Marsay, Charles Hector De St Georges
Marsay, Charles Hector De St. Georges,
Marquis de, a French mystic, was born in 1688 at Paris, whither his parents, pious members of the Reformed Church, had fled to avoid the persecution raging against the Protestants in the provinces. While yet a youth the whole family removed to Germany- and there Charles I took part in the Spanish War of Succession in the Netherlands. He now became a convert to the views of Bourignon (q.v.), and with his friend Cordier retired, in 1711, to Schwarzenau, in the province of Wittgenstein.

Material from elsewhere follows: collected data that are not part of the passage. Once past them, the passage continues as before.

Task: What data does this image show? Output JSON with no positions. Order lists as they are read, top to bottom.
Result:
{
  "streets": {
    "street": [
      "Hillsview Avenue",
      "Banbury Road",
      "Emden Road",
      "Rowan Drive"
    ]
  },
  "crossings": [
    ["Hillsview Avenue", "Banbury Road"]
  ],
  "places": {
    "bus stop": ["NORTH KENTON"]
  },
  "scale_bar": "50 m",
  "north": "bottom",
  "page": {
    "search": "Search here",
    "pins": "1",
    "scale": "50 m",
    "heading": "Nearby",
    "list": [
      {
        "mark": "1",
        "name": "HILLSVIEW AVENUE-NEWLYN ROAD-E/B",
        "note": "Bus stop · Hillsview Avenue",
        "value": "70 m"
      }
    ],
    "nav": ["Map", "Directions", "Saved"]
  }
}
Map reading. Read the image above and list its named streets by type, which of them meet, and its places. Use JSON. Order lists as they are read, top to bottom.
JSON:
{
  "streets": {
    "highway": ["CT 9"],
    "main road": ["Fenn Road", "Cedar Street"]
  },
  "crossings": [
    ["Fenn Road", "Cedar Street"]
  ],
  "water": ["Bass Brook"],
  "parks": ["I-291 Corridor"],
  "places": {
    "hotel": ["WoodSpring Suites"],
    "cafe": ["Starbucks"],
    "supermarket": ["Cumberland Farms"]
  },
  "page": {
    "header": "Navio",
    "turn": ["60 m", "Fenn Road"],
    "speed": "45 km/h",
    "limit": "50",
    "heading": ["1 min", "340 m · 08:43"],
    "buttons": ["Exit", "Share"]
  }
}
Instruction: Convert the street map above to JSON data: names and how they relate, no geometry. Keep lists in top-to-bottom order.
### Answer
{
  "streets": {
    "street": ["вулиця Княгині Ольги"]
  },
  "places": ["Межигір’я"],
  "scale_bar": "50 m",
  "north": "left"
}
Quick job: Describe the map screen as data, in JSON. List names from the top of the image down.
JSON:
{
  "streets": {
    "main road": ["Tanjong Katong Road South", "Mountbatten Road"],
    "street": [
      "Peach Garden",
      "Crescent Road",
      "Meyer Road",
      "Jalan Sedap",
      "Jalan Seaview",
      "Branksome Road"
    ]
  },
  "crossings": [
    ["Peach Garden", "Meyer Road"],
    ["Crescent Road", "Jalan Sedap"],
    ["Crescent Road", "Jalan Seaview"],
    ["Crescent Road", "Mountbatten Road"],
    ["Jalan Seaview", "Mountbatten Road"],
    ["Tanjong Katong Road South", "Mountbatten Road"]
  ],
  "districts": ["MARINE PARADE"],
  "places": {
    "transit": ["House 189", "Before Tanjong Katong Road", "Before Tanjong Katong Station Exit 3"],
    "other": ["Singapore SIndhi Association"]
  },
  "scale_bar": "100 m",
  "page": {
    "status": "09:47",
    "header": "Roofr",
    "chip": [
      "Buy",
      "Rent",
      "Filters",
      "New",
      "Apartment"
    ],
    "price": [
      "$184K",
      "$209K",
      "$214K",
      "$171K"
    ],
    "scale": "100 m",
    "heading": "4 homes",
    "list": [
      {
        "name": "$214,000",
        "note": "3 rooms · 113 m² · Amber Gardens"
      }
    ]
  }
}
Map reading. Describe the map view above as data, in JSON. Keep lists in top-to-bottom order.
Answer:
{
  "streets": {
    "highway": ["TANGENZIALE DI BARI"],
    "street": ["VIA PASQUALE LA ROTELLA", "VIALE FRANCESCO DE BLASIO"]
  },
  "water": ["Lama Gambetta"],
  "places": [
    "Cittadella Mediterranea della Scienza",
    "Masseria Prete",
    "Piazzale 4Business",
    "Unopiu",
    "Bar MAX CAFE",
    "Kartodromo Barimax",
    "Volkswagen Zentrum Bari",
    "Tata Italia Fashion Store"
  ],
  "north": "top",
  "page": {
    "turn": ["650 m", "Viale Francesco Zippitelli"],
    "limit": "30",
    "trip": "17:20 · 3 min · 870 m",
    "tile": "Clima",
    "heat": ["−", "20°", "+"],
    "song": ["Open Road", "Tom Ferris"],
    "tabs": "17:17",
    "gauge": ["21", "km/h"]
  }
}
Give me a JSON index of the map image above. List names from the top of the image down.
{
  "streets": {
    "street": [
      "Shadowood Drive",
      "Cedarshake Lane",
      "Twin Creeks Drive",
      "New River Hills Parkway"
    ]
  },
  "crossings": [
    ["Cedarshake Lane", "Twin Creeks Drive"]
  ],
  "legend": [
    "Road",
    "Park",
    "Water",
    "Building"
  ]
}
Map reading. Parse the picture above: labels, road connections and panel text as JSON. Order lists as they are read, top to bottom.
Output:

Cordier, however, leaving him, he married, in 1712, Clara Elizabeth of Callerberg, whose views were similar to his own. During the years 1713-16 he made several journeys to Switzerland, where he became acquainted with the works of Madame Guyon (q.v.). He then returned to Schwarzenau, learned the watch-making trade, became president of the Philadelphian Society, and resided there until 1724. In 1746 he became a Pietist, and died in the neighborhood of Ambleben in 1753, a truly evangelical Christian, a disciple of Christ, clinging faithfully to the truth as it is in Jesus. Marsay had great influence in propagating throughout Germany the mystic views of Bourignon and Guyon. He wrote Freimüthige u. christliche Discurse (1734): — Zeugniss eines Kindes v. d. Richtigkeit d. Wege d. Geistes (1735, 2 parts): —Selbstbiographie, in the 2d vol. of Valenti, System d. hoheren Heilkunde (Elberf. 1826). — Gobel, Gesch. der wahren Inspirations-gemeinden (in Niedner's Zeitschr. f. hist. Theol. 1855, 3, § 21, 4); the same, Gesch. d. christl. Lebens, etc. (Cobl. 1852), 2, bk. 9; also the excellent article in Herzog, Real-Encyklop. 9:116 sq.